En 2011 déjà, le dallage en question avait fait jaser quand Philippe Folliot, député centriste du Tarn, département gros producteur de granit français, s'était ému que du granit chinois ait été retenu pour refaire le sol de la rue Alsace-Lorraine dans la capitale régionale.
Aujourd'hui, la rue Alsace-Lorraine est bien partie pour se terminer en granit angolais. Alors que la première tranche des travaux en est encore à deux mois de sa livraison, le fournisseur de granit noir chinois, Granit Anjou international, poursuit en effet devant le tribunal de commerce l'entreprise en charge du chantier, les Compagnons Paveurs. Et bloque ses livraisons de dalles.
"Nous avons 600.000 euros qui se baladent", impayés, a déclare le gérant d'Anjou Granit, Christophe Cheftel. Pour obtenir satisfaction, il a bloqué dans le port de Fos-sur-Mer 18 conteneurs de granit noir en provenance de Chine, nécessaires pour finir la première tranche de la rue.
Les Compagnons Paveurs rejettent la responsabilité sur Anjou Granit, qui a posé des "problèmes de qualité" sur ses dernières livraisons, portant sur des microfissures et surtout sur "la dimension du dallage", selon leur responsable sur le chantier, Adolfo Vilaca. "On a refusé le matériau que l'on ne pouvait pas poser" et le fournisseur a "dû récupérer 93 palettes", a-t-il dit.
Du coup, la seconde partie de la rue, dont les travaux doivent se terminer fin 2012, n'aura pas exactement la même teinte que la première: le granit noir de Chine sera remplacé par du granit un peu plus clair venu d'Angola et fourni par la société espagnole Granitos del Louro.

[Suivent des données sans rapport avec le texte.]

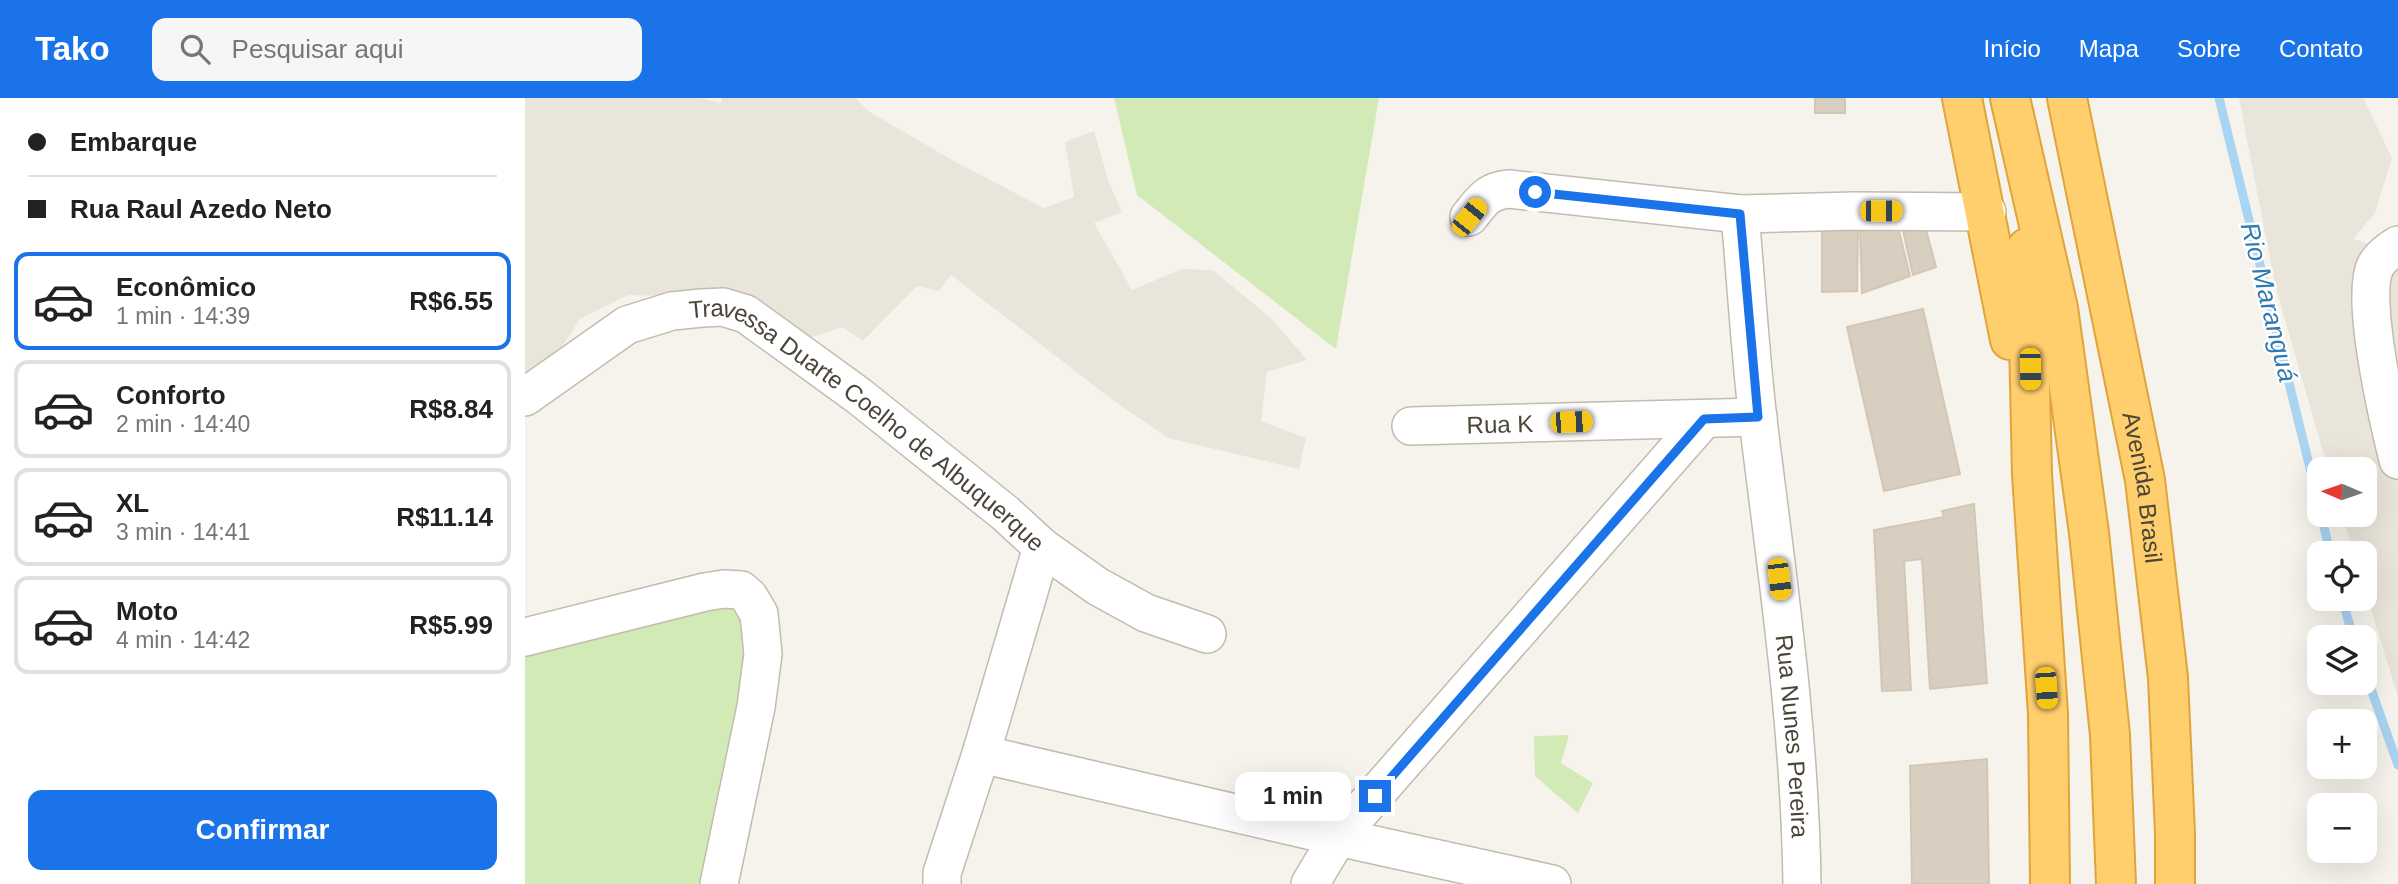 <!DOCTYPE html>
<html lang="pt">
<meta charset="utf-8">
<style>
body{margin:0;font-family:Helvetica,sans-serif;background:#f6f6f6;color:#222;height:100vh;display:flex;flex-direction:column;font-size:26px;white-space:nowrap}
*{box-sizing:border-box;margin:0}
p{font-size:23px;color:#767676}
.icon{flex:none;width:38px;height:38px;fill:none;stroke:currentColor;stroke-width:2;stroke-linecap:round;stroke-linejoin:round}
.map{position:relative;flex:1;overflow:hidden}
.sheet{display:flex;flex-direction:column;background:#fff;width:525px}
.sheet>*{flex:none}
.guide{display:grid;align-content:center;height:154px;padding:0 28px;background:#fff}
.needle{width:46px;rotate:272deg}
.fabs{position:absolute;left:1782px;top:359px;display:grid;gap:14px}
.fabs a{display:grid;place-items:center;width:70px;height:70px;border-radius:14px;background:#fff;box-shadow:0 7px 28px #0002;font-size:35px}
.end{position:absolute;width:32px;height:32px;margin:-16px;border:9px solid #1a73e8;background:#fff;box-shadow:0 0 0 4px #fff}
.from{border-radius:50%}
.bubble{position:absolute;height:49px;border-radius:14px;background:#fff;box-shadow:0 7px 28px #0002;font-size:23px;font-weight:800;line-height:49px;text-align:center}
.car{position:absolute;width:21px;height:42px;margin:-21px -10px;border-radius:9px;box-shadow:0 0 5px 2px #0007;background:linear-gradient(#f5c518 24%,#345 0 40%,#f5c518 0 76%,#345 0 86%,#f5c518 0)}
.guide b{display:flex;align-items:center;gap:24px;height:66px;font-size:26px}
.guide b+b{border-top:2px solid #e0e0e0}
.guide i{width:18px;height:18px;background:#222}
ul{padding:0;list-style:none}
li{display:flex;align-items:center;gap:21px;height:98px;margin:0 14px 10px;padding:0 14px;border:4px solid #e0e0e0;border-radius:14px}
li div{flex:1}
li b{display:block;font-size:26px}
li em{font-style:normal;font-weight:800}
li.active{border-color:#1a73e8}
li>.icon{width:63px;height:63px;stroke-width:1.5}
.action{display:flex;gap:14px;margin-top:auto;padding:14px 28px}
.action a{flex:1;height:80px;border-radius:14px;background:#1a73e8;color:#fff;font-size:28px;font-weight:800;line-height:80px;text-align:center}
header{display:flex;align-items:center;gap:42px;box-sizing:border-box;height:98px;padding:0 35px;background:#1a73e8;color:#fff}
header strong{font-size:33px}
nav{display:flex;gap:38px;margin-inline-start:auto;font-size:24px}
.search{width:490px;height:63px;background:#f6f6f6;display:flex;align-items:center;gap:18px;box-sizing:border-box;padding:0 24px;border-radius:14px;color:#767676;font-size:26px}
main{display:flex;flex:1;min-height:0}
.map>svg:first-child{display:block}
.residential{fill:#eae5da}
.green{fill:#d2eab5}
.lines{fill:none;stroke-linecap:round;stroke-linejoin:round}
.stream{stroke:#a9d4f2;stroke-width:9}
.building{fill:#d8cfc1;stroke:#d3c7b4;stroke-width:2}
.minor-casing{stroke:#c2bbae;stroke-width:40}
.highway-casing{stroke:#e0a43c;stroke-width:42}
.minor{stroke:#fff;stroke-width:37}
.highway{stroke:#ffcf6e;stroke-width:38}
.route{stroke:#1a73e8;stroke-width:9}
.labels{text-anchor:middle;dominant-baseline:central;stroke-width:5;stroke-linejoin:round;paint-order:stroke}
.street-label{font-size:24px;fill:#4b4439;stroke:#fff}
.water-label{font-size:26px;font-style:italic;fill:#2e7ab2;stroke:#fff}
</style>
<header>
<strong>Tako</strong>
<div class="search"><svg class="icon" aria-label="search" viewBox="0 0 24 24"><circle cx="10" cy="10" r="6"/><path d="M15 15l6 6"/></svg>Pesquisar aqui</div>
<nav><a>Início</a><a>Mapa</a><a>Sobre</a><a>Contato</a></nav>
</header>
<main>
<section class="sheet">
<div class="guide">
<b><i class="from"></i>Embarque</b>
<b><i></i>Rua Raul Azedo Neto</b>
</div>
<ul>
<li class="active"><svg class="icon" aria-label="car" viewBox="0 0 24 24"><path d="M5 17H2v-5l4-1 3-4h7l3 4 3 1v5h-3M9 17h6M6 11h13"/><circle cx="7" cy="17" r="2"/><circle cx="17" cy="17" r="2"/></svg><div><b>Econômico</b><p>1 min · 14:39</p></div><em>R$6.55</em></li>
<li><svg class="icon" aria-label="car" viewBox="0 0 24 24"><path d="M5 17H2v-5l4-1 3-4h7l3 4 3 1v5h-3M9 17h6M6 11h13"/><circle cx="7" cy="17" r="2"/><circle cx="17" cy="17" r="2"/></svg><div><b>Conforto</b><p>2 min · 14:40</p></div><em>R$8.84</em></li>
<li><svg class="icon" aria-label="car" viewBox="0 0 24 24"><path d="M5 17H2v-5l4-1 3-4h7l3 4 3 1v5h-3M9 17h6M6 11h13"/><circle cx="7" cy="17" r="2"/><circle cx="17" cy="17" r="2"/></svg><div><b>XL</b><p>3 min · 14:41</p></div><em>R$11.14</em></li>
<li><svg class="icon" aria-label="car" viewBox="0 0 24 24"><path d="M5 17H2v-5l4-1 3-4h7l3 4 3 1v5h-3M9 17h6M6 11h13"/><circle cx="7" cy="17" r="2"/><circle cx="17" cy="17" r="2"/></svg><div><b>Moto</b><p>4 min · 14:42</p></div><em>R$5.99</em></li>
</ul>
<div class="action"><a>Confirmar</a></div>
</section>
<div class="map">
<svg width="1873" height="786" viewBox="0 0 1873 786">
<rect width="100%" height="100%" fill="#f6f3ec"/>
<!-- residential -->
<path class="residential" d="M0,0H175L196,5L197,0H330L345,14L427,62L519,110L549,99L540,44L569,33L584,85L597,114L569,125L607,192L657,171L688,172L746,220L782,262L742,274L736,323L781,340L774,371L643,340L585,300L426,177L414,193L392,188L338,243L317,229L284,240L235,201L103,197L55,221L32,256L0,279Z
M1714,0H1838L1867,60L1850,115L1828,141L1873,154V599L1839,489V455H1829L1817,417L1839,416V371H1803L1750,187Z"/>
<!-- green -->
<path class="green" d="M589,0H854L811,251L612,97Z
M203,504L221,521L228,566L184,786H0V549Z
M1044,637L1036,665L1068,685L1053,715L1010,678L1009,638Z"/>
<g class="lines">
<!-- stream -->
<path class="stream" d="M1694,0L1794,407
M1796,416L1805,455
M1817,500L1828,539
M1839,571L1873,667"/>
</g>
<!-- building -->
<path class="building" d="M1290,0H1320V15H1290Z
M1377,128H1400L1411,169L1388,177Z
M1333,129L1332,193L1297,194V130Z
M1373,129L1385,178L1337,195L1335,131Z
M1398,211L1435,376L1359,393L1322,229Z
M1449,406L1462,585L1405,591L1397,461L1379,463L1386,592L1357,593L1349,432L1419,419L1417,413Z
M1462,661L1464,786H1387L1385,668Z"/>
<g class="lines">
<!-- minor casing -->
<g class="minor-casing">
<g id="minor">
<path id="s1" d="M1215,116C1221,184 1225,253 1233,322C1252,476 1275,630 1277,786"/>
<path d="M944,119C957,103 962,93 984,91L1215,116L1329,113L1462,114"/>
<path d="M1873,147C1864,153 1855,159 1850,169C1835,201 1864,325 1873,362"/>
<path id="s2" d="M0,299L102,227L147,213L177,210L198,209L221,216L334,298L480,415L517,449L572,488L621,515L682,536"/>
<path id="s3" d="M886,328L1233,319"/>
<path d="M0,539L180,494L199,491L216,492L224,499L234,516L238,556L231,609L194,786"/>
<path d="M456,656L813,739L1027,786"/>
<path d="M417,786V775L456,656L517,449"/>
<path d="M785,786L813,739L1179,321"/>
</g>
</g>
<!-- highway casing -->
<g class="highway-casing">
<g id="highway">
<path d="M1437,0L1485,242"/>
<path d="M1485,0L1533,210L1564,435L1585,637L1591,786"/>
<path id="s4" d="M1542,0L1620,382L1643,580L1650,735V786"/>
<path d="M1502,150L1507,376L1523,616L1525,786"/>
</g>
</g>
<!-- minor -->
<use href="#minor" class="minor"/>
<!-- highway -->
<use href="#highway" class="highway"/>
</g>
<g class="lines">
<!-- route -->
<path class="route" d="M850,698L1179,321L1233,319L1215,116L1010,94"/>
</g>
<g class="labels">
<!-- street labels -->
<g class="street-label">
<text stroke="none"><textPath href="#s3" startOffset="89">Rua K</textPath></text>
<text stroke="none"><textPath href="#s2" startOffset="406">Travessa Duarte Coelho de Albuquerque</textPath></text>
<text stroke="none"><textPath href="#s4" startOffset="397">Avenida Brasil</textPath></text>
<text stroke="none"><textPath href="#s1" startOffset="525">Rua Nunes Pereira</textPath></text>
</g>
<!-- water labels -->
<g class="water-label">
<text transform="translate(1744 204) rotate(76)">Rio Maranguá</text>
</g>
</g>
</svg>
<div class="fabs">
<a><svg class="needle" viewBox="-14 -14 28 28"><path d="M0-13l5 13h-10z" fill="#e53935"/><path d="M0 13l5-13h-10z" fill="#767676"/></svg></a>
<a><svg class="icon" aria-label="locate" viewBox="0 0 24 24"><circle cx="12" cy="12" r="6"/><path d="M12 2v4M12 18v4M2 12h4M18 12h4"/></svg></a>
<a><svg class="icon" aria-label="layers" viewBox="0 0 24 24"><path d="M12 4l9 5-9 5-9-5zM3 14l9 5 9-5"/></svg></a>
<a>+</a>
<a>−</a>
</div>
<i class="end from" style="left:1010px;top:94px"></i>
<i class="end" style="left:850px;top:698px"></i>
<div class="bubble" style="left:710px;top:674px;width:116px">1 min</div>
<i class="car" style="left:1356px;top:113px;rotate:90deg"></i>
<i class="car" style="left:944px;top:119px;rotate:39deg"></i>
<i class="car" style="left:1505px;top:271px;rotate:179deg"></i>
<i class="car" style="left:1046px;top:324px;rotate:88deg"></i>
<i class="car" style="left:1254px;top:481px;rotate:173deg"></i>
<i class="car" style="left:1521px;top:590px;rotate:176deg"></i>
</div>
</main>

Cette société approvisionne déjà le chantier en granit rouge d'Afrique du Sud et en gris clair du Portugal.
A la mairie socialiste, cette affaire de rue Alsace-Lorraine est prise très au sérieux. L'opposition de droite ne se prive pas d'utiliser tous les désagréments causés par ce chantier au long cours, dans une rue emblématique, comme un argument parlant directement aux Toulousains.
L'adjoint chargé de la commande publique, Etienne Morin, justifiait le choix de la Chine parce que ce pays était le seul à posséder le granit noir prévu par l'architecte. Tout en reconnaissant que les Chinois extraient la pierre "sans que les conditions environnementales ne les étouffent".
Pour le granit de Chine, "on sait qu'une partie est exploitée dans les camps de travaux forcés", et que pour les autres carrières, "il existe aussi une problématique des conditions sociales lorsqu'il ne s'agit pas de travail forcé", s'insurge le député tarnais Philippe Folliot.
Or la mairie devrait "s'assurer dès la conception du projet des conditions sociales et environnementales (salaires, droits humains, santé...) de toute la chaîne de sous-traitance, des carrières à la pose en passant par les transports", dit la directrice de l'ONG internationale Ressources humaines sans frontières (RHSF), Martine Combemale, basée à Toulouse.
Mais "pratiquement aucune municipalité ne se préoccupe" des conditions de travail et de transport dans les pays fournisseurs, déplore Francis Galindo, président de l'Association des carriers du Sidobre, région du Tarn productrice de granit. "Les maires ne regardent que le prix...", lâche-t-il.